# Which of these would be better for end grain?



## Purrmaster (Sep 1, 2012)

I'm thinking of picking up a new block plane for working on end grain. My Stanley Sweetheart block plane is pretty good but… it sucks on end grain. I can get some end grain work done with my Veritas jack plane but not much.

I was looking at these:

The Veritas low angle block plane:

http://www.leevalley.com/US/Wood/page.aspx?p=47881&cat=1,41182,48942

And the Lie Nielsen low angle block plane:

http://www.lie-nielsen.com/catalog.php?grp=1221

Can anyone say whether either of these would be better on end grain than the other?

This isn't a "must have" purchase for me so I can take my time reading reviews. But l looked through all the hand plane reviews here and didn't see any for the Lie Nielsen.

The big difference between the two as I can tell, feature wise, is the Veritas has an adjustable mouth. The Lie Nielsen does not (but they do make one with an adjustable mouth nut it costs considerably more).

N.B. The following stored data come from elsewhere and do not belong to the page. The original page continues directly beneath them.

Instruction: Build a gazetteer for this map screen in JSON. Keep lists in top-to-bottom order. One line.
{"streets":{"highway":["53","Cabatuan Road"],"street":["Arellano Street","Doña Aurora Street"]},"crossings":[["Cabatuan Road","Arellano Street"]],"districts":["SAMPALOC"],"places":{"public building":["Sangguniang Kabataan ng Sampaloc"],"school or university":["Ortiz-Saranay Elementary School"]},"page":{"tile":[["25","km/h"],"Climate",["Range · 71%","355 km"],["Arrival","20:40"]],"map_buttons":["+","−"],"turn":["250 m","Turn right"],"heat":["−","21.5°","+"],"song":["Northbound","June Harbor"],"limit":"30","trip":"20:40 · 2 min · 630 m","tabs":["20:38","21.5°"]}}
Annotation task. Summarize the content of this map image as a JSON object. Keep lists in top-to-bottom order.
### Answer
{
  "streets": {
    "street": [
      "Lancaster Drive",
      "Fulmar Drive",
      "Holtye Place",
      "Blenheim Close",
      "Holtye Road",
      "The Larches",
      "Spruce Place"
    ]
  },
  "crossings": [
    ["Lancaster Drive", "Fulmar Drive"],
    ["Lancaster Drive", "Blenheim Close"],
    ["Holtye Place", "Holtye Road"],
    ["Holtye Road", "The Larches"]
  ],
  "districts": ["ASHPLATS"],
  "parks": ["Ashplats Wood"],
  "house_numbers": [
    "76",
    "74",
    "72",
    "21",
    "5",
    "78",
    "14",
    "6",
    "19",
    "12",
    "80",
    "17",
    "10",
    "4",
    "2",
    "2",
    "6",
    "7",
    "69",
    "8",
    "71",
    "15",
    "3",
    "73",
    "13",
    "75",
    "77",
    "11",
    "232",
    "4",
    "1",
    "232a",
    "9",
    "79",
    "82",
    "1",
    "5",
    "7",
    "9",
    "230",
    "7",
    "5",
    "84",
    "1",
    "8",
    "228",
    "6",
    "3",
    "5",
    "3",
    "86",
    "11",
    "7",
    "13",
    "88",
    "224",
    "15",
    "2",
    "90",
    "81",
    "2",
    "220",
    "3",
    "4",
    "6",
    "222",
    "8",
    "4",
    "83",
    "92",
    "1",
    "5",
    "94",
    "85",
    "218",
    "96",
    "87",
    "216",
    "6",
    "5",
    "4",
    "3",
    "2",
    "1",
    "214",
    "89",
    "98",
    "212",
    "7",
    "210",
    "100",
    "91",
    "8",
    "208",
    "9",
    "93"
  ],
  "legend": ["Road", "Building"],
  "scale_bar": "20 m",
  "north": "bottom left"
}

If there's one thing my Veritas jack has taught me it's that a really good plane is a pleasure to use.


----------



## Handtooler (Jul 24, 2012)

I'm glad you ask. I want to add one to my wish list. I've tried my two Cratsman standard block planes similar to the Stanley 60 1/2 and 18, one with and one without an adjustable mouth. Although they both work edge and flat grain well end grain presents somewhat of a problen particularly with Pecan and Cypress.


----------



## Purrmaster (Sep 1, 2012)

I know what you mean. No matter how sharp I get the blade on the Stanley it just doesn't doesn't do end grain. The Stanley block plane isn't bad but it's been kind of a disappointment.


----------



## NiteWalker (May 7, 2011)

Go for the veritas, it's a dream to use.


----------



## sikrap (Mar 15, 2009)

If I was going to buy one of those, I would opt for the Lee Valley. A low angle plane is always going to work better on end grain.


----------



## ksSlim (Jun 27, 2010)

Low angle, super sharp and very light cut.
Result should be almost shiny end grain.


----------



## Kreegan (Jul 10, 2012)

I have the Lie-Nielsen low angle adjustable mouth block plane. It works great on end grain. It is a bit pricey though. If I had it to do over again, I'd prolly go with the Veritas, largely because you can buy those optional grips for it and use it like a low angle #3.


----------



## Purrmaster (Sep 1, 2012)

You mean use it like a smoothing plane?

The Lie Nielsen I was looking at is also low angle. But it doesn't have the adjustable mouth. Which may or may not matter. I don't have enough plane experience to know.


----------



## waho6o9 (May 6, 2011)

I appreciate the fine machinery of my Veritas low angle block plane,

shaves as good as anything on the market me thinks.

Yeah buddy


----------



## Moai (Feb 9, 2009)

Block planes were not designed for end grain work BUT detailing work. There is a misconception. IF for some reason I'm in the field and the only tool I have at hand is a block pane, well, I'll try it for endgrain work. But that is not the task the tool was designed for.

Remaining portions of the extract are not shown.